Summary
holding that under Oregon law an agreement must be supported by consideration to be legally enforceable
Summary of this case from Oregon RSA No. 6, Inc. v. Castle Rock Cellular of Oregon Ltd. PartnershipOpinion
Argued June 16, 1960
Reversed July 20, 1960 Petition for rehearing denied September 6, 1960
Appeal from Circuit Court, Multnomah County.
PAUL R. HARRIS, Judge.
REVERSED.
William J. Masters argued the cause for appellant. On the brief were Masters Masters, Portland.
Alan H. Johansen, Portland, argued the cause for respondents. With him on the brief were Krause, Lindsay Nahstoll, Portland.
Before McALLISTER, Chief Justice, and PERRY, SLOAN, O'CONNELL and MILLARD, Justices.

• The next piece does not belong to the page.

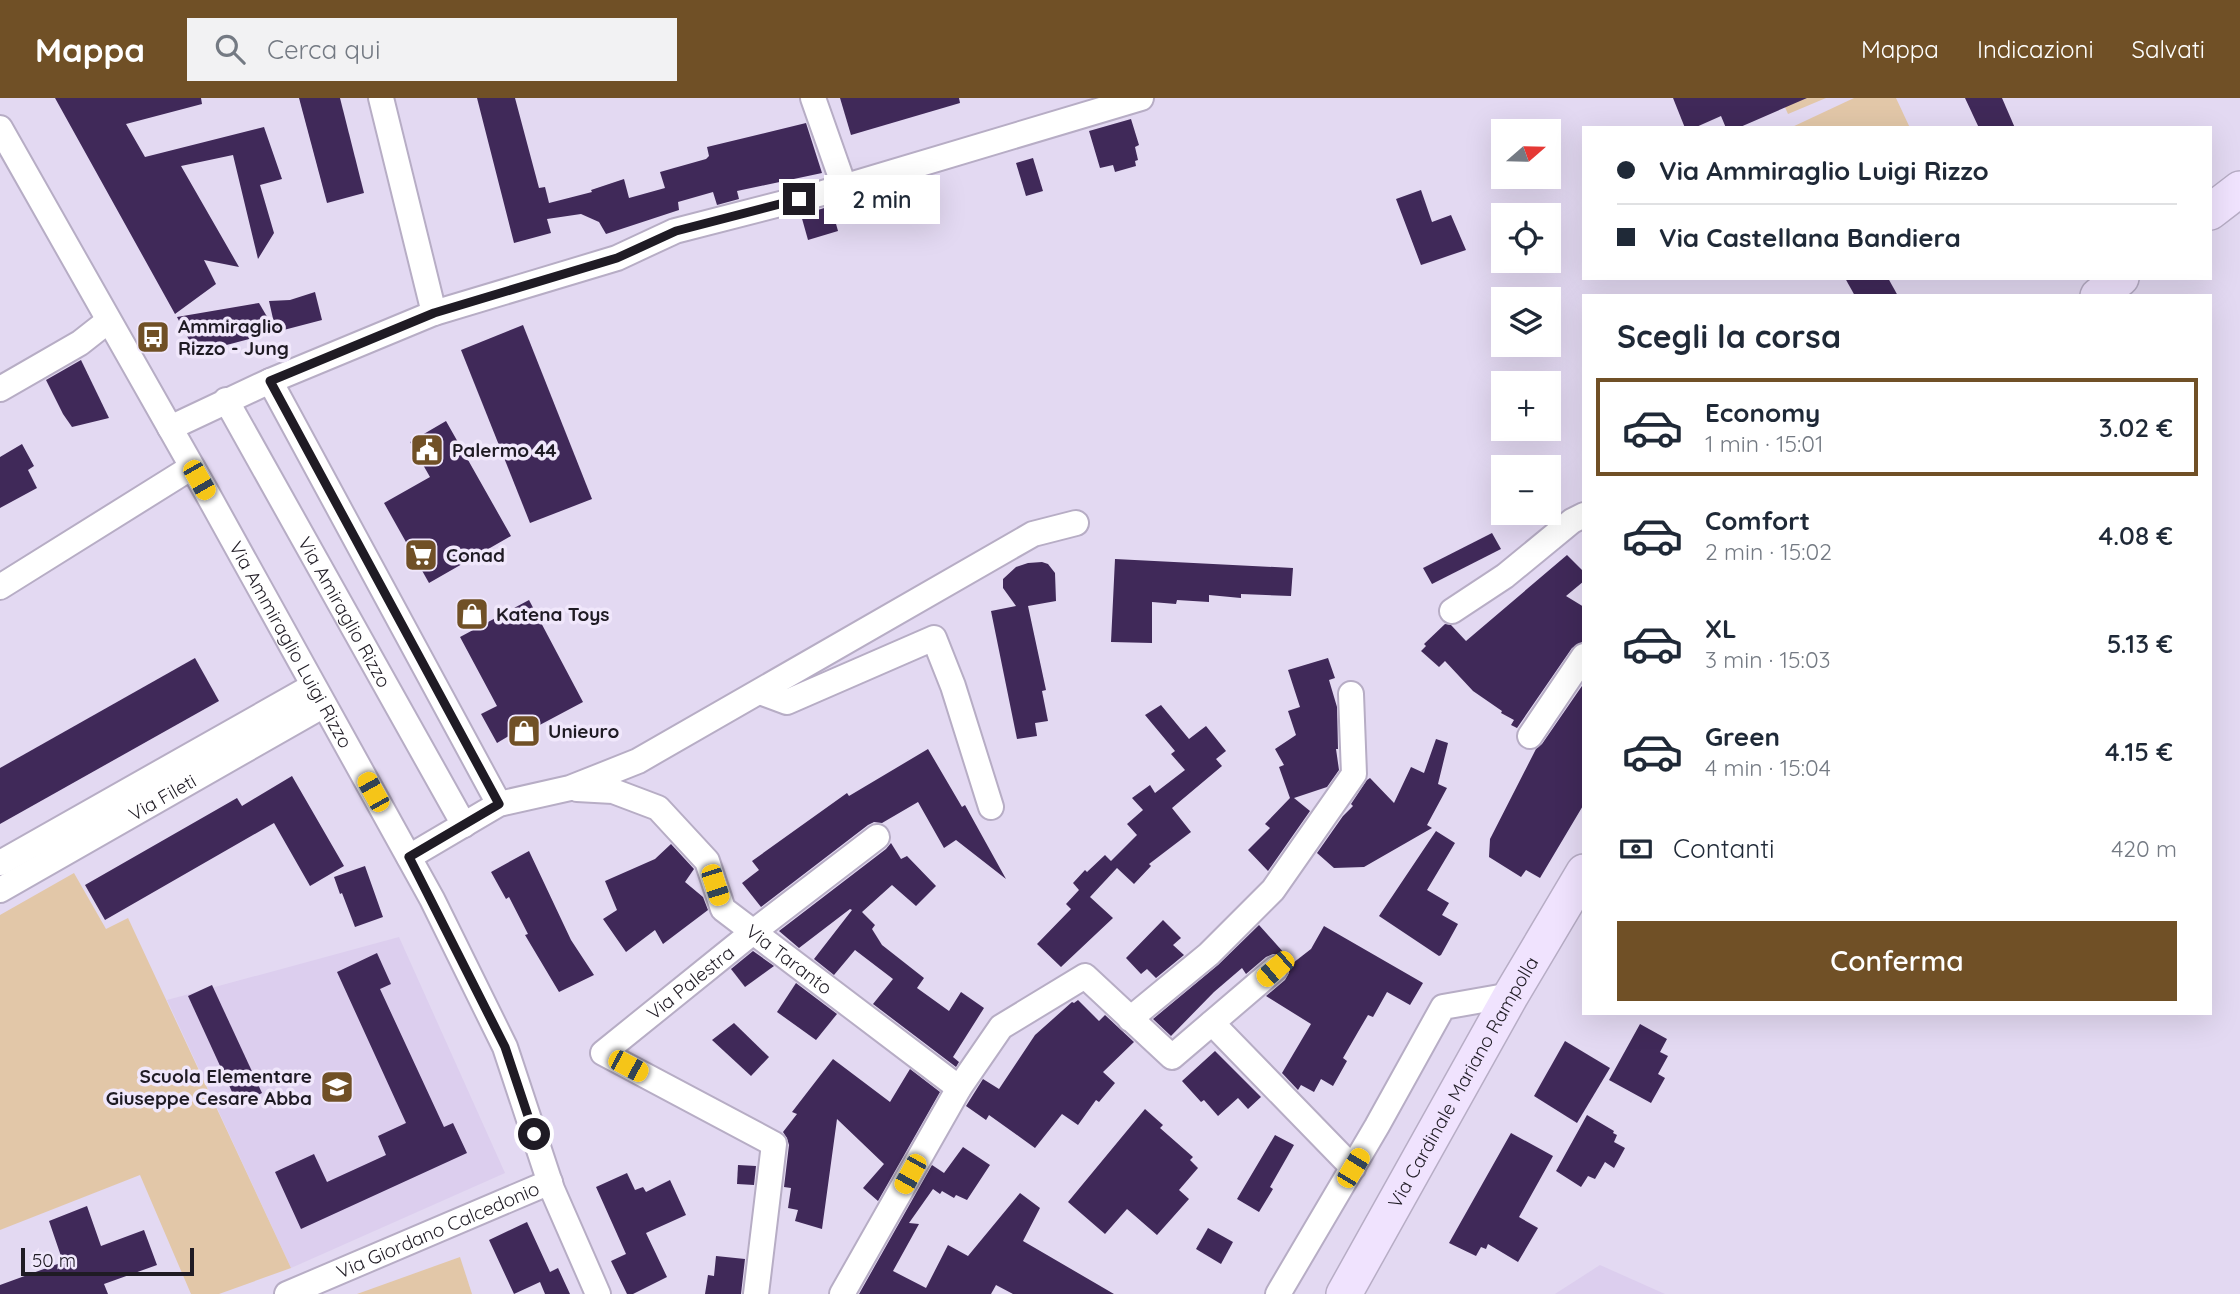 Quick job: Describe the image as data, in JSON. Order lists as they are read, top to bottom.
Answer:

This is an appeal by defendant from a decree of the circuit court of Multnomah county wherein defendant, who was a former employee of a press-clipping service operated by plaintiffs, was enjoined from disclosing any information relating to plaintiffs' business affairs, including data relating to customers' requirements, trade secrets and customer lists, which defendant may have acquired by reason of her employment by the plaintiffs, and further enjoining her until October 31, 1959, from working as a reader or assisting in any press-clipping service which served former customers of the plaintiffs.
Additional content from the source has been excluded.